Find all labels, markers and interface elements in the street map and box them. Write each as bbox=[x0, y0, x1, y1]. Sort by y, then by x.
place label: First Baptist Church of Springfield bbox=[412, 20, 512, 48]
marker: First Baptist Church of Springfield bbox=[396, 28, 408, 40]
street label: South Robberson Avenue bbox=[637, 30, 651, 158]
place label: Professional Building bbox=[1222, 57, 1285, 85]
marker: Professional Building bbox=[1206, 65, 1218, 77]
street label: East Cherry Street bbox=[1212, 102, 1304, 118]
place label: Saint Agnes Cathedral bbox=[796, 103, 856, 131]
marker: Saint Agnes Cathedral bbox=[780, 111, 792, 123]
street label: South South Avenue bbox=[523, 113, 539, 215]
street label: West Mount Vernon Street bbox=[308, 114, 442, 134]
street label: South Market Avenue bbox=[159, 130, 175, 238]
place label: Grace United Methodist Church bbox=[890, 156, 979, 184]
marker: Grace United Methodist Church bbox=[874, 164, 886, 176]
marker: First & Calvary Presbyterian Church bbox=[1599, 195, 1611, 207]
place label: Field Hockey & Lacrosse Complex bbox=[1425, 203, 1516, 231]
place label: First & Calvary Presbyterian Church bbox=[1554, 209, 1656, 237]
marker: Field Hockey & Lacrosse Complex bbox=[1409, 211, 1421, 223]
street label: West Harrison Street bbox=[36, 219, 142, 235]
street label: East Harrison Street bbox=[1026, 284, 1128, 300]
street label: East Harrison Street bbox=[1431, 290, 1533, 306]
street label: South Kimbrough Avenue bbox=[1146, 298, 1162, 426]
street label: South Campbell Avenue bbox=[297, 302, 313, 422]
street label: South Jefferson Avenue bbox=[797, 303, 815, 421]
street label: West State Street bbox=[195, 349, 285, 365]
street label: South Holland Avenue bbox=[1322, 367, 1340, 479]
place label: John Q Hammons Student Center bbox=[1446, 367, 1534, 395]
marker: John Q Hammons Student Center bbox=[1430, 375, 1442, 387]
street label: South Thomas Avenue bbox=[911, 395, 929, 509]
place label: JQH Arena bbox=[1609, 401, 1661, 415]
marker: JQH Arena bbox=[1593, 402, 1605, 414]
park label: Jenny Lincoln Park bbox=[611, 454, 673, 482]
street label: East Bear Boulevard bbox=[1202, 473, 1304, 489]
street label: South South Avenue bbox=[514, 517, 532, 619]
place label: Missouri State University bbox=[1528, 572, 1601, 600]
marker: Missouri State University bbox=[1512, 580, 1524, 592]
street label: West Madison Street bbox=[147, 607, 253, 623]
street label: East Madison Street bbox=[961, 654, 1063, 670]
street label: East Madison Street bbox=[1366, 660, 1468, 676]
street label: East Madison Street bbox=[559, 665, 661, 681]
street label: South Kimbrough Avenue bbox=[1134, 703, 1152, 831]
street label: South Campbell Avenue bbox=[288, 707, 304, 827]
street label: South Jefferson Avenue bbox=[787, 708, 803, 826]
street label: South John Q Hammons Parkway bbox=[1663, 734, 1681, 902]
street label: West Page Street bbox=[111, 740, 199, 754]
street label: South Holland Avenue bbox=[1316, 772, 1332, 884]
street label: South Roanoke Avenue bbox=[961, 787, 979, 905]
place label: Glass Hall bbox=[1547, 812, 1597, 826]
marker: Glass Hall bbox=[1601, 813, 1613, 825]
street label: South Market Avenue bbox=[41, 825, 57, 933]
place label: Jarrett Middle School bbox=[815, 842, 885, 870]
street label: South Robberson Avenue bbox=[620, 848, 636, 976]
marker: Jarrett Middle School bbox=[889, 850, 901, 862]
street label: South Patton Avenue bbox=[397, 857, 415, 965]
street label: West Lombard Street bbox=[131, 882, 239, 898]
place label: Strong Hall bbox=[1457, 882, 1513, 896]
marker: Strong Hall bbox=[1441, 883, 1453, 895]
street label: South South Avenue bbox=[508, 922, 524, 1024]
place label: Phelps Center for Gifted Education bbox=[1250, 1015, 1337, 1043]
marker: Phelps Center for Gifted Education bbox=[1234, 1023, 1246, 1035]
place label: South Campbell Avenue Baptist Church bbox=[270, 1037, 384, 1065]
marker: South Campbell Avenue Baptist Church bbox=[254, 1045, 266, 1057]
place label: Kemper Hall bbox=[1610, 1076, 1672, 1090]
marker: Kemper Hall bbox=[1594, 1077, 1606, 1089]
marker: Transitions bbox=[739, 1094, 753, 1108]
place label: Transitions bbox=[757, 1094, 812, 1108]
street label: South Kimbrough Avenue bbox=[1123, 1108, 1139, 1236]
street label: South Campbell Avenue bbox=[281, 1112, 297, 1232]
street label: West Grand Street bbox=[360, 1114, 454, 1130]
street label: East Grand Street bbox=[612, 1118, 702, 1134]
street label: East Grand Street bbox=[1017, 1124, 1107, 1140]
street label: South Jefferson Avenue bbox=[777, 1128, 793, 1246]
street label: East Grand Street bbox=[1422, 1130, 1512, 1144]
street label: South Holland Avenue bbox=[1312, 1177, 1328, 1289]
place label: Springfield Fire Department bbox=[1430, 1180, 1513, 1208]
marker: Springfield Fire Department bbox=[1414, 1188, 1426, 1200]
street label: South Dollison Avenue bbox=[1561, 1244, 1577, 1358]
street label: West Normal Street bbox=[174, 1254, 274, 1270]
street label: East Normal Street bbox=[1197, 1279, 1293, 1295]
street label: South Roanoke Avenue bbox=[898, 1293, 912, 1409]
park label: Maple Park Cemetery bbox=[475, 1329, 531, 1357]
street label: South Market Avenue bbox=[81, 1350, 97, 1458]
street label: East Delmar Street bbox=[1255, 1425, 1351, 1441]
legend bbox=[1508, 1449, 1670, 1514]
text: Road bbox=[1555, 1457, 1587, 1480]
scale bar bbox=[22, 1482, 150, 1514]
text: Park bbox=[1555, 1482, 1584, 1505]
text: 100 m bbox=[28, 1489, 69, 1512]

◇ ◇ ◇

§ WHAT IS NEEDED: Print the records again, exactly as they stand above.

§ RESULT OF THIS TASK:
Find all labels, markers and interface elements in the street map and box them. Write each as bbox=[x0, y0, x1, y1]. Sort by y, then by x.
place label: First Baptist Church of Springfield bbox=[412, 20, 512, 48]
marker: First Baptist Church of Springfield bbox=[396, 28, 408, 40]
street label: South Robberson Avenue bbox=[637, 30, 651, 158]
place label: Professional Building bbox=[1222, 57, 1285, 85]
marker: Professional Building bbox=[1206, 65, 1218, 77]
street label: East Cherry Street bbox=[1212, 102, 1304, 118]
place label: Saint Agnes Cathedral bbox=[796, 103, 856, 131]
marker: Saint Agnes Cathedral bbox=[780, 111, 792, 123]
street label: South South Avenue bbox=[523, 113, 539, 215]
street label: West Mount Vernon Street bbox=[308, 114, 442, 134]
street label: South Market Avenue bbox=[159, 130, 175, 238]
place label: Grace United Methodist Church bbox=[890, 156, 979, 184]
marker: Grace United Methodist Church bbox=[874, 164, 886, 176]
marker: First & Calvary Presbyterian Church bbox=[1599, 195, 1611, 207]
place label: Field Hockey & Lacrosse Complex bbox=[1425, 203, 1516, 231]
place label: First & Calvary Presbyterian Church bbox=[1554, 209, 1656, 237]
marker: Field Hockey & Lacrosse Complex bbox=[1409, 211, 1421, 223]
street label: West Harrison Street bbox=[36, 219, 142, 235]
street label: East Harrison Street bbox=[1026, 284, 1128, 300]
street label: East Harrison Street bbox=[1431, 290, 1533, 306]
street label: South Kimbrough Avenue bbox=[1146, 298, 1162, 426]
street label: South Campbell Avenue bbox=[297, 302, 313, 422]
street label: South Jefferson Avenue bbox=[797, 303, 815, 421]
street label: West State Street bbox=[195, 349, 285, 365]
street label: South Holland Avenue bbox=[1322, 367, 1340, 479]
place label: John Q Hammons Student Center bbox=[1446, 367, 1534, 395]
marker: John Q Hammons Student Center bbox=[1430, 375, 1442, 387]
street label: South Thomas Avenue bbox=[911, 395, 929, 509]
place label: JQH Arena bbox=[1609, 401, 1661, 415]
marker: JQH Arena bbox=[1593, 402, 1605, 414]
park label: Jenny Lincoln Park bbox=[611, 454, 673, 482]
street label: East Bear Boulevard bbox=[1202, 473, 1304, 489]
street label: South South Avenue bbox=[514, 517, 532, 619]
place label: Missouri State University bbox=[1528, 572, 1601, 600]
marker: Missouri State University bbox=[1512, 580, 1524, 592]
street label: West Madison Street bbox=[147, 607, 253, 623]
street label: East Madison Street bbox=[961, 654, 1063, 670]
street label: East Madison Street bbox=[1366, 660, 1468, 676]
street label: East Madison Street bbox=[559, 665, 661, 681]
street label: South Kimbrough Avenue bbox=[1134, 703, 1152, 831]
street label: South Campbell Avenue bbox=[288, 707, 304, 827]
street label: South Jefferson Avenue bbox=[787, 708, 803, 826]
street label: South John Q Hammons Parkway bbox=[1663, 734, 1681, 902]
street label: West Page Street bbox=[111, 740, 199, 754]
street label: South Holland Avenue bbox=[1316, 772, 1332, 884]
street label: South Roanoke Avenue bbox=[961, 787, 979, 905]
place label: Glass Hall bbox=[1547, 812, 1597, 826]
marker: Glass Hall bbox=[1601, 813, 1613, 825]
street label: South Market Avenue bbox=[41, 825, 57, 933]
place label: Jarrett Middle School bbox=[815, 842, 885, 870]
street label: South Robberson Avenue bbox=[620, 848, 636, 976]
marker: Jarrett Middle School bbox=[889, 850, 901, 862]
street label: South Patton Avenue bbox=[397, 857, 415, 965]
street label: West Lombard Street bbox=[131, 882, 239, 898]
place label: Strong Hall bbox=[1457, 882, 1513, 896]
marker: Strong Hall bbox=[1441, 883, 1453, 895]
street label: South South Avenue bbox=[508, 922, 524, 1024]
place label: Phelps Center for Gifted Education bbox=[1250, 1015, 1337, 1043]
marker: Phelps Center for Gifted Education bbox=[1234, 1023, 1246, 1035]
place label: South Campbell Avenue Baptist Church bbox=[270, 1037, 384, 1065]
marker: South Campbell Avenue Baptist Church bbox=[254, 1045, 266, 1057]
place label: Kemper Hall bbox=[1610, 1076, 1672, 1090]
marker: Kemper Hall bbox=[1594, 1077, 1606, 1089]
marker: Transitions bbox=[739, 1094, 753, 1108]
place label: Transitions bbox=[757, 1094, 812, 1108]
street label: South Kimbrough Avenue bbox=[1123, 1108, 1139, 1236]
street label: South Campbell Avenue bbox=[281, 1112, 297, 1232]
street label: West Grand Street bbox=[360, 1114, 454, 1130]
street label: East Grand Street bbox=[612, 1118, 702, 1134]
street label: East Grand Street bbox=[1017, 1124, 1107, 1140]
street label: South Jefferson Avenue bbox=[777, 1128, 793, 1246]
street label: East Grand Street bbox=[1422, 1130, 1512, 1144]
street label: South Holland Avenue bbox=[1312, 1177, 1328, 1289]
place label: Springfield Fire Department bbox=[1430, 1180, 1513, 1208]
marker: Springfield Fire Department bbox=[1414, 1188, 1426, 1200]
street label: South Dollison Avenue bbox=[1561, 1244, 1577, 1358]
street label: West Normal Street bbox=[174, 1254, 274, 1270]
street label: East Normal Street bbox=[1197, 1279, 1293, 1295]
street label: South Roanoke Avenue bbox=[898, 1293, 912, 1409]
park label: Maple Park Cemetery bbox=[475, 1329, 531, 1357]
street label: South Market Avenue bbox=[81, 1350, 97, 1458]
street label: East Delmar Street bbox=[1255, 1425, 1351, 1441]
legend bbox=[1508, 1449, 1670, 1514]
text: Road bbox=[1555, 1457, 1587, 1480]
scale bar bbox=[22, 1482, 150, 1514]
text: Park bbox=[1555, 1482, 1584, 1505]
text: 100 m bbox=[28, 1489, 69, 1512]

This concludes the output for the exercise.